Frida never misbehaves, or attempt to cause a ruckus in her new family home, nor does she explicitly display any signs of overplayed emotion, largely because Simón’s screenplay is wise enough to know children don’t have the same perception of mortality as adults. She’s sad that her parents aren’t with her, yet the film is mostly about the process of adapting to life with a new family – although the brilliant, infinitely moving final scene suggests she may yet grasp the full concept of her loss.
Simón deserves all the plaudits for directing her young lead actress in a brilliantly naturalistic performance, which feels genuinely perceptive of how a child forced into this new living situation would handle it. Outside of this central character study, she manages to add depth the surrounding community; one memorable moment is a playground sequence where Frida grazes her knee. This is greeted with silent panic from a nearby parent, worried that Frida’s blood may end up near her child – a sequence handled with surprising delicacy, despite being the only overt AIDS reference within the film.
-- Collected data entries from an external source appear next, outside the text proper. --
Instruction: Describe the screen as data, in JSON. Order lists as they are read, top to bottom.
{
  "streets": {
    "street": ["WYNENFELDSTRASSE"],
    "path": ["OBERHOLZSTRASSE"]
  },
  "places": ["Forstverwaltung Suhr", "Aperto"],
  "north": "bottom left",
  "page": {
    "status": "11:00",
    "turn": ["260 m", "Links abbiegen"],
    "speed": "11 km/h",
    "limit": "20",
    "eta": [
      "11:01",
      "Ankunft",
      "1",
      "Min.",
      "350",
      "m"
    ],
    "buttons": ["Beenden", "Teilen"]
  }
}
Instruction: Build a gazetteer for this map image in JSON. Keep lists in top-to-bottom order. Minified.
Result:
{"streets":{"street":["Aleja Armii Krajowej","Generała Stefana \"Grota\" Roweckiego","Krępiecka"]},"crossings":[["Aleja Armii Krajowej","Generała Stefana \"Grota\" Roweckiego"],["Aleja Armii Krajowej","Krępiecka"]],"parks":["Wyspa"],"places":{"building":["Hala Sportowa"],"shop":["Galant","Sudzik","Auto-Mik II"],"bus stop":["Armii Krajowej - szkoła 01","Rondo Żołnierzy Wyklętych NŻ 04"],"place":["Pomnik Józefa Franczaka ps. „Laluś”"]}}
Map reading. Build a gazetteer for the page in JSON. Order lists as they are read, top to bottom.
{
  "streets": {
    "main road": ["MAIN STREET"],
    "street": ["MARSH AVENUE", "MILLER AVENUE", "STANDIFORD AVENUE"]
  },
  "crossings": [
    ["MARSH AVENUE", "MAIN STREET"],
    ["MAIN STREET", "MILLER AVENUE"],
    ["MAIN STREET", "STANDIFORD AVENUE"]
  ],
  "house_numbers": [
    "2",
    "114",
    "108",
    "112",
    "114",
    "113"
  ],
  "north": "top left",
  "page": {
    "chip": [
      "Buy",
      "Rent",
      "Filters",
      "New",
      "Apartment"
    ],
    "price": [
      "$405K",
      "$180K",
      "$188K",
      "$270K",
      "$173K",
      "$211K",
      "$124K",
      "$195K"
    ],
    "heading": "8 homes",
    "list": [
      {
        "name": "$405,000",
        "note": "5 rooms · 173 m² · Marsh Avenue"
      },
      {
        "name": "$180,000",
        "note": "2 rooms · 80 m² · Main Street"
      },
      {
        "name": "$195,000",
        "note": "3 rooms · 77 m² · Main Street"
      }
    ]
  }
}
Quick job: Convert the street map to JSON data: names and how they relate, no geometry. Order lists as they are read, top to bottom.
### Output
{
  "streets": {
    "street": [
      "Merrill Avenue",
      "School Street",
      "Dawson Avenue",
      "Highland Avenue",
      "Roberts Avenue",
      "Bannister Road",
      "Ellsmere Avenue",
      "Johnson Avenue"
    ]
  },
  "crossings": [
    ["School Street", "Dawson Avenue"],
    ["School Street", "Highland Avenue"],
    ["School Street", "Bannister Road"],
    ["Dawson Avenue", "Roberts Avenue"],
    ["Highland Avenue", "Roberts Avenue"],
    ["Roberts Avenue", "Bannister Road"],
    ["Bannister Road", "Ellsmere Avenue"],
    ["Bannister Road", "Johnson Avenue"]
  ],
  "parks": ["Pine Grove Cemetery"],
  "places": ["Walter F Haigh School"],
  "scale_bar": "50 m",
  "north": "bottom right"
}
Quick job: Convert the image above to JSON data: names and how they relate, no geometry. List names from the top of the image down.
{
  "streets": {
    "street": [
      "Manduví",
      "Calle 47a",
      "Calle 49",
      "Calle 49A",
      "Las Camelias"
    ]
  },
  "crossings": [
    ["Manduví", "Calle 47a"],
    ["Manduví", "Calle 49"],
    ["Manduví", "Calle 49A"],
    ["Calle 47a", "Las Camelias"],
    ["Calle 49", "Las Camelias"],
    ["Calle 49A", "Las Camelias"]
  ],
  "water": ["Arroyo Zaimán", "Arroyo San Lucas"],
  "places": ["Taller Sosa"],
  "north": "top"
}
Despite the emotionally heavy setup, there is also plenty of humour too. Any audience member whose heart isn’t completely warmed by the sight of Frida and her new younger foster sibling dressing up as grown-ups (complete with fake cigarettes) must have their pulse checked for signs of life. The film has been selected as Spain’s official submission for next year’s foreign language Oscar – and it would be a shame if a film as understatedly moving as this fantastic debut were to slip through the cracks.